• Published 01:48 30.03.09
  • Latest update 01:48 30.03.09

Despite the promises, the bills keep coming

By Orly Vilnai

Shalom Vidar, a 92-year-old Holocaust survivor, weighed 31 kilograms when he was first hospitalized at a geriatric hospital. Vidar was in serious condition. Because of his various illnesses he required full-time medical attention, including a permanent feeding tube.

The Health Ministry considers this complex nursing care. A patient of this kind, unlike a patient who requires "regular" nursing care, needs more than help from family members or caregivers; he has to be hospitalized.

However, there is another factor for complex care patients: The hospitalization is the responsibility of the health maintenance organization, but the patient and his family have to pay for it. A day's hospitalization costs NIS 97 - and the health ministry does not contribute even one shekel.

Vidar was hospitalized at the Hartzfeld Geriatric Hospital in Gedera in May 2008. His condition deteriorated, but the hospitalization continued. His devoted son Yitzhak, who did not leave his side, was taken aback when he received the first bill. Leaving the office of the department head after being told he needed to pay, he noticed a plaque on the wall stating the ward had been renovated by the Claims Conference, that same organization that is supposed to distribute German reparations payments to Holocaust victims.

Yitzhak Vidar could not understand why Claims Conference money was being used to renovate departments that serve the public at large, as opposed to being channeled exclusively to help survivors. He approached the Claims Conference representative in Israel, Avraham Pressler, who contacted the hospital on his behalf and requested that Vidar be exempted from paying. The hospital refused.

Apparently, the hospital had looked into Yitzhak Vidar's financial condition and found he lived off a Defense Ministry pension, after being injured in the Israel Defense Forces, of NIS 4,500 a month. The hospital thought this enabled him to pay for his dying father's hospitalization, no deductions.

Ruth Sinai covered the story in Haaretz in July 2008. The Claims Conference replied then that it could not assist Holocaust survivors who were in nursing facilities. Vidar the son turned to "Hamishmar Haezrahi," my radio program with Guy Meroz, and we approached the director general of the Pensioners Affairs Ministry, Dr. Avi Bitzur.

He was shocked, and contacted Prof. Yaakov Gindin, who is in charge of geriatric services at the Kaplan-Hartzfeld medical center.
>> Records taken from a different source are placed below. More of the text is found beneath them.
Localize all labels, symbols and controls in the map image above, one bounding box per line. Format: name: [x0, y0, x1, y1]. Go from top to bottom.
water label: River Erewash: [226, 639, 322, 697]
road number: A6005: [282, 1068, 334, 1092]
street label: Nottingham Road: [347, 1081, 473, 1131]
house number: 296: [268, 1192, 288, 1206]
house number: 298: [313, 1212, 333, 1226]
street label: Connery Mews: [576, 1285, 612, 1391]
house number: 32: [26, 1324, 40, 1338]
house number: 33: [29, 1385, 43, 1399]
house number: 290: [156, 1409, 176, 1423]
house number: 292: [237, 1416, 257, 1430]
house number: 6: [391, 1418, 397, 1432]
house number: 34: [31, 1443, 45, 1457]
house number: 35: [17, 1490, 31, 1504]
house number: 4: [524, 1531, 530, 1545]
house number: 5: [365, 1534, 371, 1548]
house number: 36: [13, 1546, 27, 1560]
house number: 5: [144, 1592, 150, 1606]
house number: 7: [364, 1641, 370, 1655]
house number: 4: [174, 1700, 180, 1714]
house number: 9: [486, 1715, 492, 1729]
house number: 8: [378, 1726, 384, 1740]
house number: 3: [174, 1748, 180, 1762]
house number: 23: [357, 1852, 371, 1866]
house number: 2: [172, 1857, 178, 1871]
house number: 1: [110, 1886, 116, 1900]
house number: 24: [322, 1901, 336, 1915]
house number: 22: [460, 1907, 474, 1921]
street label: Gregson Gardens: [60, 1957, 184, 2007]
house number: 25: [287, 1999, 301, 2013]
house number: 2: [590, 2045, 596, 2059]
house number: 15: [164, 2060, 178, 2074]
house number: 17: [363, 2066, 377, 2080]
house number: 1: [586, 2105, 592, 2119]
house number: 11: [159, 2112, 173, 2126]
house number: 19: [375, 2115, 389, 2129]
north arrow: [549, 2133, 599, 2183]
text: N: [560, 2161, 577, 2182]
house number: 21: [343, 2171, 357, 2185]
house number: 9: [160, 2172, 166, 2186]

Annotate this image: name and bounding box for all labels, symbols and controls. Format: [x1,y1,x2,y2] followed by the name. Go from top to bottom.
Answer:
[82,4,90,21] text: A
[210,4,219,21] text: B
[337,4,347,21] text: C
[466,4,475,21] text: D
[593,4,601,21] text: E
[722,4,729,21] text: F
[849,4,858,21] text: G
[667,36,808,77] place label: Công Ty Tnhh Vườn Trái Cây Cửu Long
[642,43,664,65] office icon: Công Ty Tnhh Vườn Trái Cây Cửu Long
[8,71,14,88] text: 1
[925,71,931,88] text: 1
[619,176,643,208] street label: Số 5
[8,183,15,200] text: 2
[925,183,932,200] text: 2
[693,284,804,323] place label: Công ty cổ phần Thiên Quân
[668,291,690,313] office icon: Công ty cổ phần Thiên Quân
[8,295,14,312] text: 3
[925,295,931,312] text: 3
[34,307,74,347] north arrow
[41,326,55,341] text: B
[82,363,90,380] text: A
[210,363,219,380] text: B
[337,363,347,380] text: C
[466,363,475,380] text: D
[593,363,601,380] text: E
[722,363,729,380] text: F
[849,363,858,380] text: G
Bitzur told us in July 2008: "Prof. Gindin told me that the fact that Holocaust survivors pay for complex nursing care is due to a High Court of Justice mistake a few years ago. Complex nursing care was not included in state-funded treatment. Until the matter came to light on the radio, there had been no case like this, no one spoke about the matter and nothing changed."

Now, Bitzur promised, the mistake would be corrected. First they would take care of Shalom Vidar's case, he said, but the Pensioners Affairs Ministry would also immediately try to cancel other Holocaust survivors' complex nursing care payments.

Fully 30 percent of Holocaust survivors are defined as "complex" nursing patients. Thirty percent are also defined as in poverty.

At the beginning of August, Vidar was informed that the payments had been frozen, and we were told a committee was being set up to address the issue.

Two months later, on October 6, Shalom Vidar died. His son had not yet finished the seven-day shiva mourning period when he received a letter from the hospital demanding more than NIS 11,000, as well as interest and linkage, for five months' hospitalization.

Yitzhak called us, we called Bitzur, and on October 22, Bitzur told us he had sent quite a few letters to ensure the debt had been written off, but that the administrative work takes a lot of time, and now it was the holidays and everything would be settled afterward.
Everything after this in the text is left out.